Led after morning 18 and never let up
Auburn University has another national championship – only this time it is women’s golf.
Auburn graduate student Megan Schofill took the 2023 US Women’s Amateur title Sunday at Bel-Air Country Club in California, winning 4-and-3 over longtime friend and Southeastern Conference rival Latanna Stone.
Schofill closed out the match on the par-4 33rd hole with a 6-iron from 165 yards to 8 feet which set up a winning par when Stone lipped out her 5-footer to stay alive.
“It’s definitely a dream come true,” Schofill, who won the U.S. Women’s Amateur in her sixth attempt, told USGA.org. “I’m definitely still in shock. I can’t put it into words the emotions I’m feeling.

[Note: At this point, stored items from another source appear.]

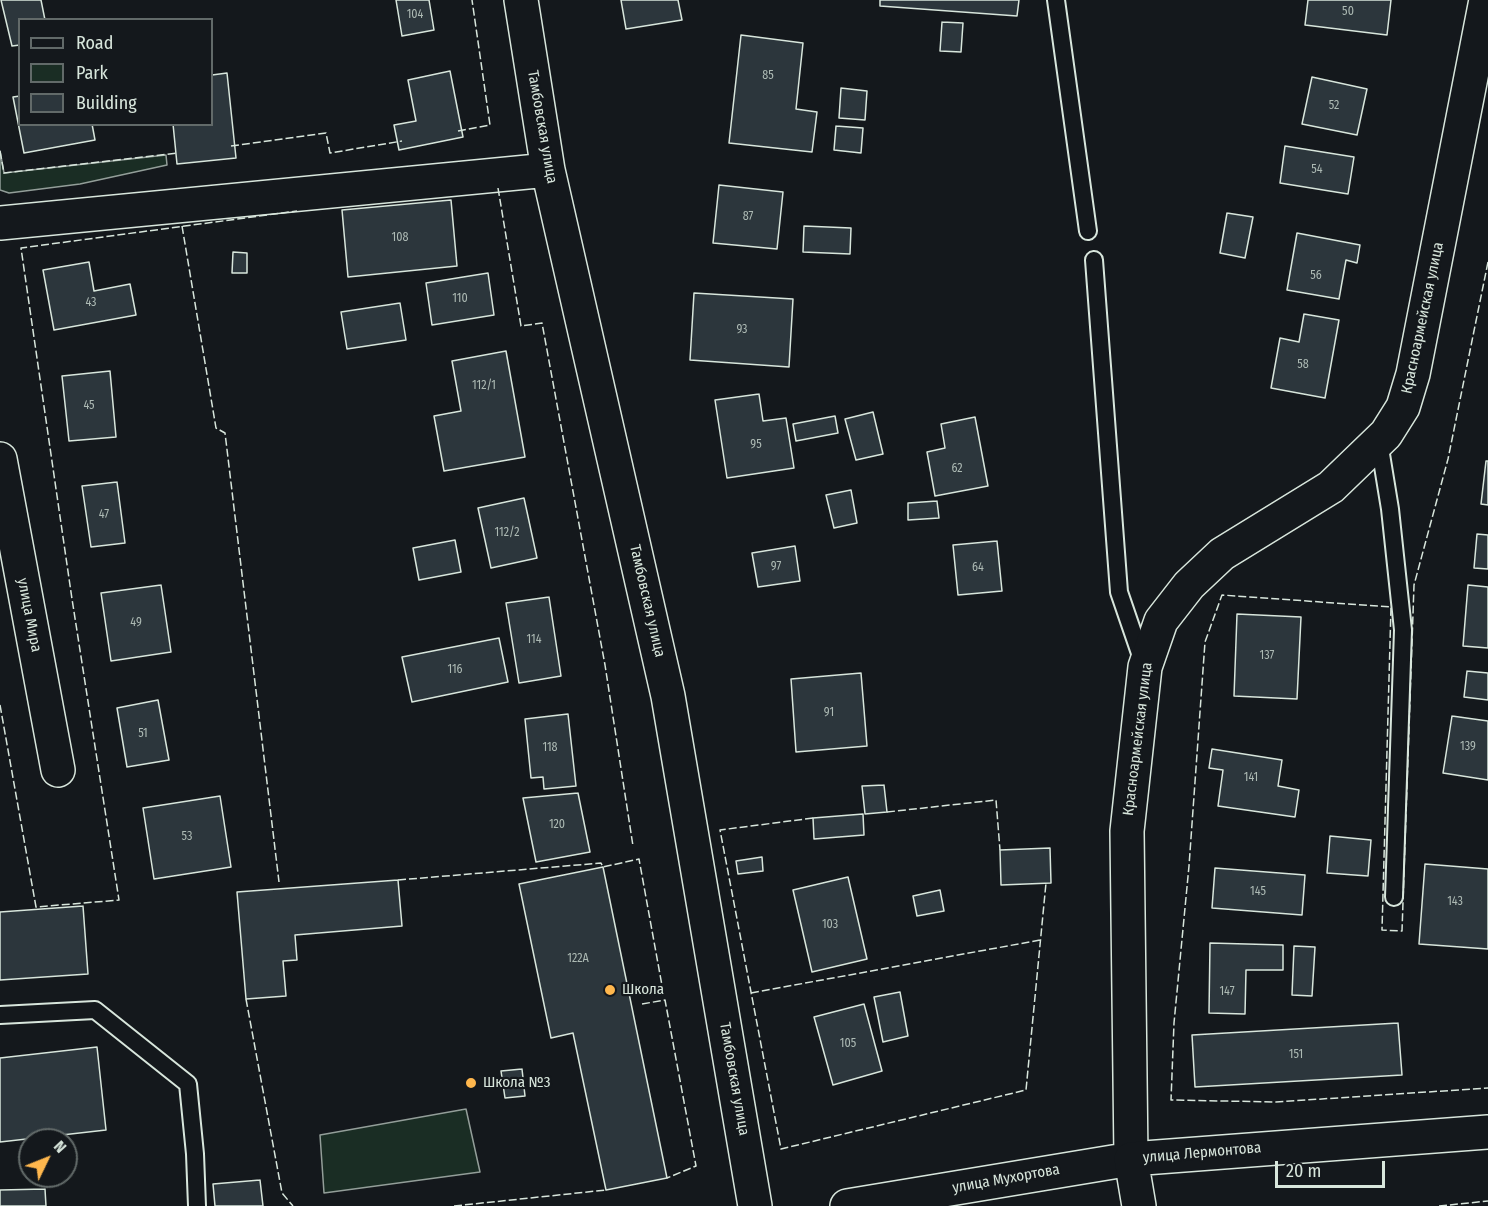 <!DOCTYPE html>
<html>
<head>
<meta charset="utf-8">
<style>
	body { margin:0 }
	#map { position:relative; width:1488px; height:1206px; overflow:hidden; background:#14181c; font-family:"Fira Sans Condensed",sans-serif }
	canvas { display:block }
	.legend { position:absolute; left:18px; top:18px; width:195px; height:108px; box-sizing:border-box; background:#14181c; border:2px solid #626a69; margin:0; padding:8px 10px; list-style:none; font-size:18px; color:#d8e6dc }
	.legend li { display:flex; align-items:center; gap:12px; height:30px }
	.legend b { width:30px; border:2px solid #626a69 }
	.north { position:absolute; left:18px; top:1128px; width:60px; height:60px; box-sizing:border-box; background:#14181c; border:2px solid #626a69; border-radius:50%; rotate:47deg; font-size:16px; font-weight:700; line-height:24px; text-align:center; color:#d8e6dc }
	.north::after { content:''; display:block; margin:auto; width:21px; height:27px; background:#ffb74d; clip-path:polygon(50% 0,100% 100%,50% 72%,0 100%) }
	.scale { position:absolute; left:1275px; top:1161px; width:110px; height:27px; box-sizing:border-box; border:3px solid #d8e6dc; border-top:0; padding-left:8px; font-size:18px; line-height:21px; white-space:nowrap; color:#d8e6dc; -webkit-text-stroke:4px #14181c; paint-order:stroke }
</style>
</head>
<body>
<div id="map">
<canvas width="1488" height="1206"></canvas>
<ul class="legend">
<li><b style="height:8px;background:#14181c"></b>Road</li>
<li><b style="height:16px;background:#1a2d24"></b>Park</li>
<li><b style="height:16px;background:#2c363c"></b>Building</li>
</ul>
<div class="north">N</div>
<div class="scale">20 m</div>
</div>
<script>
const context = document.querySelector('canvas').getContext('2d');
context.lineJoin = 'round';
function fillPath(path, color) { context.fillStyle = color; context.fill(path, 'evenodd'); }
const shape = rows => new Path2D(rows.map(r => 'M' + r).join(''));
function stroke(path, color, width, dash) { context.strokeStyle = color; context.lineWidth = width; context.lineCap = dash ? 'butt' : 'round'; context.setLineDash(dash || []); context.stroke(path); }
function drawText(font, color, halo, rows, align = 'center') {
  context.font = font + ' "Fira Sans Condensed",sans-serif'; context.lineWidth = 4.5; context.setLineDash([]); context.textBaseline = 'middle'; context.strokeStyle = halo; context.fillStyle = color; for (const [text, x, y, turn = 0] of rows) {
    context.save(); context.translate(x, y); context.rotate((+turn || 0) * Math.PI / 180); context.textAlign = isNaN(turn) ? turn : align; if (halo) context.strokeText(text, 0, 0); context.fillText(text, 0, 0); context.restore();
  }
}
const green = shape([
	[0,151,4,173,166,155,167,165,80,184,9,193,0,190,0,151],
	[466,1109,480,1172,324,1193,320,1135,466,1109]
]);
fillPath(green, '#1a2d24');
stroke(green, '#939e99', 1.5);
const building = shape([
	[1,0,41,0,45,20,20,20,20,45,12,46,1,0],
	[396,0,429,0,434,30,402,36,396,0],
	[621,0,678,0,682,20,626,29,621,0],
	[880,0,1019,0,1017,16,880,6,880,0],
	[1308,0,1391,0,1387,35,1305,25,1308,0],
	[942,22,963,23,961,52,940,51,942,22],
	[741,35,803,43,796,109,817,112,812,152,729,143,741,35],
	[450,71,463,137,399,150,394,125,416,121,408,80,450,71],
	[227,73,236,158,177,164,173,124,212,124,212,75,227,73],
	[1312,77,1367,89,1357,135,1302,124,1312,77],
	[841,88,867,91,865,120,839,118,841,88],
	[20,96,20,124,92,124,95,140,24,153,13,97,20,96],
	[836,126,863,128,861,153,834,150,836,126],
	[1285,146,1354,157,1348,194,1280,183,1285,146],
	[719,185,783,192,777,249,713,243,719,185],
	[451,200,457,266,348,277,342,210,451,200],
	[1227,213,1253,217,1245,258,1220,253,1227,213],
	[804,226,851,228,850,254,803,252,804,226],
	[1297,233,1360,245,1357,263,1346,260,1339,299,1287,290,1297,233],
	[233,252,247,253,247,273,232,273,233,252],
	[89,262,94,291,130,284,136,315,54,330,43,270,89,262],
	[488,273,494,315,432,325,426,283,488,273],
	[694,293,793,299,789,367,690,360,694,293],
	[400,303,406,340,347,349,341,312,400,303],
	[1304,314,1339,320,1325,398,1271,388,1280,338,1299,342,1304,314],
	[506,351,525,457,444,471,434,416,461,411,452,361,506,351],
	[110,371,116,437,69,441,62,376,110,371],
	[759,394,763,421,786,418,794,468,727,478,715,400,759,394],
	[873,412,883,454,856,460,845,419,873,412],
	[835,416,838,433,796,441,793,424,835,416],
	[975,417,988,486,935,496,927,452,945,448,941,424,975,417],
	[1486,461,1488,461,1488,505,1481,504,1486,461],
	[117,482,125,543,91,547,82,486,117,482],
	[851,490,857,523,834,528,826,495,851,490],
	[524,498,537,558,491,568,478,508,524,498],
	[937,501,939,518,908,520,908,503,937,501],
	[1477,534,1488,535,1488,569,1474,568,1477,534],
	[455,540,461,572,419,580,413,548,455,540],
	[997,541,1002,591,958,595,953,545,997,541],
	[795,546,800,581,758,587,752,553,795,546],
	[161,585,171,652,111,661,101,593,161,585],
	[1468,585,1488,587,1488,648,1463,646,1468,585],
	[549,597,561,676,519,683,506,603,549,597],
	[1237,614,1301,617,1297,699,1234,696,1237,614],
	[499,638,508,682,412,702,402,657,499,638],
	[1467,671,1488,673,1488,700,1464,697,1467,671],
	[861,673,867,746,796,752,791,679,861,673],
	[158,700,169,760,127,767,117,708,158,700],
	[568,714,576,786,544,789,543,777,531,778,525,719,568,714],
	[1452,716,1488,721,1488,780,1443,773,1452,716],
	[1212,749,1282,760,1278,786,1299,790,1295,817,1218,806,1223,770,1209,768,1212,749],
	[884,785,887,812,865,814,862,786,884,785],
	[578,793,590,852,536,862,523,798,578,793],
	[220,796,231,867,154,879,143,808,220,796],
	[863,814,864,835,814,839,813,818,863,814],
	[1330,836,1371,840,1368,876,1327,873,1330,836],
	[1050,848,1051,883,1001,885,1000,850,1050,848],
	[762,857,763,871,738,874,736,861,762,857],
	[1425,864,1488,869,1488,949,1419,944,1425,864],
	[603,867,667,1178,606,1190,573,1033,551,1038,519,884,603,867],
	[1215,868,1305,875,1302,915,1212,908,1215,868],
	[848,877,867,959,812,972,793,890,848,877],
	[398,880,402,926,295,935,297,960,283,961,286,996,246,999,237,892,398,880],
	[940,890,944,911,917,916,913,896,940,890],
	[83,906,88,974,0,980,0,912,83,906],
	[1210,943,1283,945,1283,970,1246,970,1245,1014,1209,1013,1210,943],
	[1294,946,1315,947,1312,996,1292,995,1294,946],
	[900,992,908,1036,883,1042,874,997,900,992],
	[864,1004,882,1071,833,1085,814,1017,864,1004],
	[1398,1023,1402,1075,1195,1087,1192,1035,1398,1023],
	[97,1047,106,1130,0,1142,0,1058,97,1047],
	[522,1069,525,1096,505,1098,501,1071,522,1069],
	[260,1180,263,1206,215,1206,213,1184,260,1180],
	[45,1189,46,1206,0,1206,0,1190,45,1189]
]);
fillPath(building, '#2c363c');
stroke(building, '#d8e6dc', 1.5);
const lane = shape([
	[1056,0,1088,231],
	[1094,260,1119,592,1143,662],
	[1379,442,1390,509,1403,630,1394,897],
	[0,1015,95,1010,188,1084,195,1154,197,1206]
]);
const street = shape([
	[521,0,548,170,668,696,755,1206],
	[0,223,548,170],
	[0,459,58,770]
]);
const secondary = shape([
	[847,1206,1131,1159,1127,831,1145,667,1161,621,1189,585,1222,554,1331,487,1386,434,1403,407,1413,374,1486,0]
]);
const primary = shape([
	[1139,1206,1131,1159,1488,1132]
]);
stroke(lane, '#d8e6dc', 20);
stroke(street, '#d8e6dc', 36);
stroke(secondary, '#d8e6dc', 36);
stroke(primary, '#d8e6dc', 36);
stroke(lane, '#14181c', 16);
stroke(street, '#14181c', 33);
stroke(secondary, '#14181c', 33);
stroke(primary, '#14181c', 33);
stroke(shape([
	[458,131,490,125,472,0],
	[231,146,326,133,330,153,402,141],
	[0,151,4,173,178,153],
	[498,188,521,326,542,323,605,665,633,846],
	[182,226,216,428,225,433,279,882],
	[1488,262,1448,459,1414,585,1402,931,1382,930,1391,607,1222,595,1205,642,1189,866,1174,1023,1171,1100,1276,1102,1488,1088],
	[0,705,36,907,119,900,72,599,21,248,297,211],
	[887,812,996,800,1000,850],
	[813,818,720,830,781,1149,1026,1090,1046,883],
	[398,880,601,863,603,867,639,859,663,991,639,995],
	[751,993,1040,940],
	[246,999,282,1193,293,1206],
	[642,1004,665,1000,696,1166,667,1178],
	[454,1206,606,1190],
	[1439,1206,1488,1201]
]), '#d8e6dc', 1.5, [8, 3]);
for (const [x, y, r, color] of [
	[610,990,6,"#ffb74d"],
	[471,1083,6,"#ffb74d"]
]) { const dot = new Path2D(); dot.arc(x, y, r, 0, 2 * Math.PI); context.fillStyle = color; context.fill(dot); stroke(dot, '#14181c', 2); }
drawText('12px', '#adbab4', null, [
	["50",1348,12],
	["104",415,15],
	["85",768,76],
	["52",1334,106],
	["54",1317,170],
	["87",748,217],
	["108",400,238],
	["56",1316,276],
	["110",460,299],
	["43",91,303],
	["93",742,330],
	["58",1303,365],
	["112/1",484,386],
	["45",89,406],
	["95",756,445],
	["62",957,469],
	["47",104,515],
	["112/2",507,533],
	["97",776,567],
	["64",978,568],
	["49",136,623],
	["114",534,640],
	["137",1267,656],
	["116",455,670],
	["91",829,713],
	["51",143,734],
	["139",1468,747],
	["118",550,748],
	["141",1251,778],
	["120",557,825],
	["53",187,837],
	["145",1258,892],
	["143",1455,902],
	["103",830,925],
	["122А",578,959],
	["147",1227,992],
	["105",848,1044],
	["151",1296,1055]
]);
drawText('15px', '#d8e6dc', '#14181c', [
	["Тамбовская улица",542,127,80],
	["Красноармейская улица",1423,318,-78],
	["Тамбовская улица",647,601,77],
	["улица Мира",29,615,79],
	["Красноармейская улица",1138,739,-83],
	["Тамбовская улица",734,1079,80],
	["улица Лермонтова",1202,1153,-5],
	["улица Мухортова",1006,1179,-10]
]);
drawText('15px', '#d8e6dc', '#14181c', [
	["Школа",622,990],
	["Школа №3",483,1083]
], 'left');
</script>
</body>
</html>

It’s just such an honor to be able to say I won here this year.”
With the win, Schofill receives:
- A gold medal;
- Custody of the Robert Cox Trophy for one year;
- Exemption into the 79th U.S. Women’s Open Championship at Lancaster (Pa.) Country Club;
- Exemption into the next 10 US Women’s Amateur Championships, if still eligible as an amateur;
- Exemptions into the 2024 Chevron Championship, AIG Women’s British Open, and the Amundi Evian Championship (must be an amateur);
- Invitation to the 2024 Augusta National Women’s Amateur;
Megan Schofill: Her superstitious dad stayed home
Schofill played the equivalent of 5 under par with the usual match-play concessions, making eight birdies, none bigger than the back-to-back pars at the end of the morning 18 that gave her a 3-up lead and swung the match in her favor for good.

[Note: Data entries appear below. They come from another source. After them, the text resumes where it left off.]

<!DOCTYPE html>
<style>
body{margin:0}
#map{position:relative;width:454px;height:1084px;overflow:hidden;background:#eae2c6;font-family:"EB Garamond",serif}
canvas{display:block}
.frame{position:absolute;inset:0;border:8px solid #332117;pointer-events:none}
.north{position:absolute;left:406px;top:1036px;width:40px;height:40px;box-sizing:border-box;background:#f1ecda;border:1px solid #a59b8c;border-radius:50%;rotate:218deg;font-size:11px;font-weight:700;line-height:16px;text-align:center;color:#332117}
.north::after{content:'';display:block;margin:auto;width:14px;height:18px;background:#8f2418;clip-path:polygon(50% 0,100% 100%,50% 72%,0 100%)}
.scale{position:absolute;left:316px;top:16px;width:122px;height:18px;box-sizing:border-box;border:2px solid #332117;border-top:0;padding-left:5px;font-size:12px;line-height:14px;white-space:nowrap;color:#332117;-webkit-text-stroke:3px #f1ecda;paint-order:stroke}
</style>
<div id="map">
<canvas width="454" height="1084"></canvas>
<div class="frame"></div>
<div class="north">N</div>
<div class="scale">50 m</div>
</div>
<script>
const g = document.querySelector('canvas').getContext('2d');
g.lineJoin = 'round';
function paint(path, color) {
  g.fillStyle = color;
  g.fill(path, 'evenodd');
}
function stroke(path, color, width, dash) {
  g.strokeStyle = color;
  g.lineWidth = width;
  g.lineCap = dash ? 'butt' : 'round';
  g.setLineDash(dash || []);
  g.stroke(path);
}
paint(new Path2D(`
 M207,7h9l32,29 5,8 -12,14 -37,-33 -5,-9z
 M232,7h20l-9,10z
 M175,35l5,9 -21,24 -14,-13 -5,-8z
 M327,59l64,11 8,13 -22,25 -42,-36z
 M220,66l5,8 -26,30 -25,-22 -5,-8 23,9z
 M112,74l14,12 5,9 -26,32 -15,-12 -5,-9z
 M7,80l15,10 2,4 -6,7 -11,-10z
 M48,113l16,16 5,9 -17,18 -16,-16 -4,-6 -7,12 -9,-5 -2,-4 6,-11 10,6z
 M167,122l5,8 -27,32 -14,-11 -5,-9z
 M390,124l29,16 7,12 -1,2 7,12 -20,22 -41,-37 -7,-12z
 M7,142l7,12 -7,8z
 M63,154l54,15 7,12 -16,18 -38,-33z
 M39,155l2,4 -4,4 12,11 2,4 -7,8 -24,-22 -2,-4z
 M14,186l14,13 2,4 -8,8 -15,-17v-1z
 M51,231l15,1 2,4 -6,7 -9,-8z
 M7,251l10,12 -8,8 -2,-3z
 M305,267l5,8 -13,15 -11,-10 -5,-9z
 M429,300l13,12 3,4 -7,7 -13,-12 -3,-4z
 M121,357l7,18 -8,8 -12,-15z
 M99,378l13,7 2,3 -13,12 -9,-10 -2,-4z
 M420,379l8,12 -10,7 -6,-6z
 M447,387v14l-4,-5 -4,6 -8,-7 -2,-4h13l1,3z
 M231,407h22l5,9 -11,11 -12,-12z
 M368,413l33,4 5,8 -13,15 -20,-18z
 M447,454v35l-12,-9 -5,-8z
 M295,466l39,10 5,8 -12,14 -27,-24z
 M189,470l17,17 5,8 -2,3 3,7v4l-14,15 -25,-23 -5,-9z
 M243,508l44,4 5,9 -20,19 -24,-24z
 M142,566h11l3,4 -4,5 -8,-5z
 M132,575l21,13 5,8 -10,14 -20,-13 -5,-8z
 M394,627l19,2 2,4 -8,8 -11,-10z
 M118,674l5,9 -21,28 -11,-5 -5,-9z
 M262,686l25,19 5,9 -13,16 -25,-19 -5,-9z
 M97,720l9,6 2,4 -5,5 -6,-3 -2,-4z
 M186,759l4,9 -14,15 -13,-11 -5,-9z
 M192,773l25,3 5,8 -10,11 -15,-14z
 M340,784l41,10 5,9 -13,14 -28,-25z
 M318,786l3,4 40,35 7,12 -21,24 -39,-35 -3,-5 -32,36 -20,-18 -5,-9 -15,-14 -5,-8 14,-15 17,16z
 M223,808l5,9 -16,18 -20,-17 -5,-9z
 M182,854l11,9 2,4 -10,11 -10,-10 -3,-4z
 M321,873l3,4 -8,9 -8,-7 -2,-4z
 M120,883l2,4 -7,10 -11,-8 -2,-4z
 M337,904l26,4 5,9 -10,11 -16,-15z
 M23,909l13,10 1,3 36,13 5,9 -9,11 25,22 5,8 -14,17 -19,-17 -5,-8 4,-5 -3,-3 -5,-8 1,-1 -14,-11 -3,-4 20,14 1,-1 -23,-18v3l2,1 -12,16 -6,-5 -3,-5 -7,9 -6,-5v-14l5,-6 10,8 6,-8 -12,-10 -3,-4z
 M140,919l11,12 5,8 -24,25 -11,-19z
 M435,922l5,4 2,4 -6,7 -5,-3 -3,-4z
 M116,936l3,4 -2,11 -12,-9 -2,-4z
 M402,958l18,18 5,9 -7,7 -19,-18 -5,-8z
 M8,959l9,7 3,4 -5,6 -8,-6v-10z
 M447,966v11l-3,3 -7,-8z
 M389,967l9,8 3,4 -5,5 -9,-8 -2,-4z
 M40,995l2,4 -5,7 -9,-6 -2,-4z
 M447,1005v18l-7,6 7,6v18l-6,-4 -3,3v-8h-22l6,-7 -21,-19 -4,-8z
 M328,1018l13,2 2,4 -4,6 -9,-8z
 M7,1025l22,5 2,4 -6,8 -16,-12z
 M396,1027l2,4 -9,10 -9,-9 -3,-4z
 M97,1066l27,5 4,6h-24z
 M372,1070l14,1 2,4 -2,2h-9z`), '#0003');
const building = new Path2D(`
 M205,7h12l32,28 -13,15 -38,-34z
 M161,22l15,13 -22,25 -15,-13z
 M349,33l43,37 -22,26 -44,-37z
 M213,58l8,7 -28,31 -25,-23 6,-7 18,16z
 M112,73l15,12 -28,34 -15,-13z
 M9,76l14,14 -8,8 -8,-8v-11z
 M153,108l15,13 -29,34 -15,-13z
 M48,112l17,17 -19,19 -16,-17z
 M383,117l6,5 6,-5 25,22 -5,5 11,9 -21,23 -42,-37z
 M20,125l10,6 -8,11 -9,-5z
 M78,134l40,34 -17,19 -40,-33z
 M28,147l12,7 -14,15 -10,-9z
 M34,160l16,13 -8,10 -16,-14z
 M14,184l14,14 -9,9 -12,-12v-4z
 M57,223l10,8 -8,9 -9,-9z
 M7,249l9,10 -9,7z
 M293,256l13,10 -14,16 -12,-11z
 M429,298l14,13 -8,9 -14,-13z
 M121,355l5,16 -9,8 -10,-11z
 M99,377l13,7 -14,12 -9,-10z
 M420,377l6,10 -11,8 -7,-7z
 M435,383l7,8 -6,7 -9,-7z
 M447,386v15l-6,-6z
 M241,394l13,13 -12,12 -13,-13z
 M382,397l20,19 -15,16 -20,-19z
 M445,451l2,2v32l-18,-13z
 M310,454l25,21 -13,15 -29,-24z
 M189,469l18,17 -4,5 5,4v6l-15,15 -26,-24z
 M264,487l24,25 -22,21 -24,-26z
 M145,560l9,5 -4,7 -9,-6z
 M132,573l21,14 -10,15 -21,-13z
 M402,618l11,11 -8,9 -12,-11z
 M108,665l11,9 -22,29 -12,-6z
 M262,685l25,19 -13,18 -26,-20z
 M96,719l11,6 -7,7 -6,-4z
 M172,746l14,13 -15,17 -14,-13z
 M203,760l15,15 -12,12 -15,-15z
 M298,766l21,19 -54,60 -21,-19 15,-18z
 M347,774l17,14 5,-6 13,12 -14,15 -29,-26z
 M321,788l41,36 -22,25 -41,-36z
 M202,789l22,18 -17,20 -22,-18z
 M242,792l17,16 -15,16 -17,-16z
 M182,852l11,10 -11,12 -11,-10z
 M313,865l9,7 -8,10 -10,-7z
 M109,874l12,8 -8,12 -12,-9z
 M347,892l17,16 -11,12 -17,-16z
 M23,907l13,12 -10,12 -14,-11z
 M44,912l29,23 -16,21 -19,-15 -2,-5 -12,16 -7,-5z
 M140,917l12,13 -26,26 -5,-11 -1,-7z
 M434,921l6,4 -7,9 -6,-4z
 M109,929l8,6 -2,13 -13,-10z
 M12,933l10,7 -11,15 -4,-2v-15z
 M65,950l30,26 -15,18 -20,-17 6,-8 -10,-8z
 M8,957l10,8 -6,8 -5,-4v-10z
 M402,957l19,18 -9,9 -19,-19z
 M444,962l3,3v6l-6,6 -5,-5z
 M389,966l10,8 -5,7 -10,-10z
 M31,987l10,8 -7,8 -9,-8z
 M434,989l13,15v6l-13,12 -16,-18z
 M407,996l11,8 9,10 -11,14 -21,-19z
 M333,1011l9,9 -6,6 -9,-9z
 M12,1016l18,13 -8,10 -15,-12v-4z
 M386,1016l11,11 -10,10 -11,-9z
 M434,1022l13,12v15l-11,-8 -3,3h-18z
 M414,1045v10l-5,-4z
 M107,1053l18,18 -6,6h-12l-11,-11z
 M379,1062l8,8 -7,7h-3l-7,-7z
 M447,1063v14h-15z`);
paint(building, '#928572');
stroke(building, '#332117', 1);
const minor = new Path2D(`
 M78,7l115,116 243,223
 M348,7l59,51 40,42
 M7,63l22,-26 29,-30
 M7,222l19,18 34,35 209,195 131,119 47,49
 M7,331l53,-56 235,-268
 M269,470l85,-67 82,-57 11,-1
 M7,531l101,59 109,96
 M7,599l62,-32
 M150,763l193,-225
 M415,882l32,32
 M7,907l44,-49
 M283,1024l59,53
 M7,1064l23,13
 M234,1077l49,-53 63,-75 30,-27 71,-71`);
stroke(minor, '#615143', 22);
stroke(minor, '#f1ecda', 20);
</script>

Schofill won without her parents in the gallery. They stayed home and watched in Florida.
“My dad is really superstitious,” Schofill said. “He said, I don’t know if I would be able to get through that. My nerves, I don’t know if I would’ve been able to watch. But I know they’re super proud and I know they wish they could be here. I think they’re happy that I won and didn’t feel like they messed me up.”
She did win with her boyfriend, C.J. Easley, on the bag.
“I felt like C.J. really helped me stay calm,” she said. “He’s like, regardless of the outcome, nothing is going to change. No one will look at you differently. You’re still going to be the same person. Your friends and family still going to love you. I felt like that really helped me. I really don’t think without him any of that would’ve happened this week.”
In the morning round, ater a Stone three-putt on the 15th gave Schofill a 1-up advantage, the 22-year-old from Monticello, Florida., took control in a matter of 15 minutes. First, it was a drained 55-foot birdie putt from the back of the green at the par-3 16th, then a 9-iron approach on the par-4 17th to within a foot for a conceded birdie and a 3-up advantage that she would take into the lunch break.
“I felt like that was huge going into the second 18,” said Schofill, who is currently No. 21 in the World Amateur Golf Ranking. “I felt like the momentum was on my side because I won 15, 16, 17. A lot can happen in 18 holes, so I was able to just keep it together.”
A truly friendly rivalry
Stone, 21, of Riverview, Florida, won the par-5 19th to go to 2 down, but she could not get any closer the rest of the match.
“I feel like we both played really good golf out there,” said Stone, who is entering her fifth year at LSU this fall. “Even though it didn’t turn out the way that I wanted it to, I’m so happy and so grateful to be here, to get this opportunity and this experience.”
Although playing with a nagging calf injury, Stone hung tough and maintained a positive disposition while competing against her fellow Floridian and friend since eighth grade. The two often walked down the fairway together and shared smiles and laughs, enjoying the experience of competing for a national championship.
And, in the end it was the Auburn Tiger who emerged with the win over an LSU Tiger.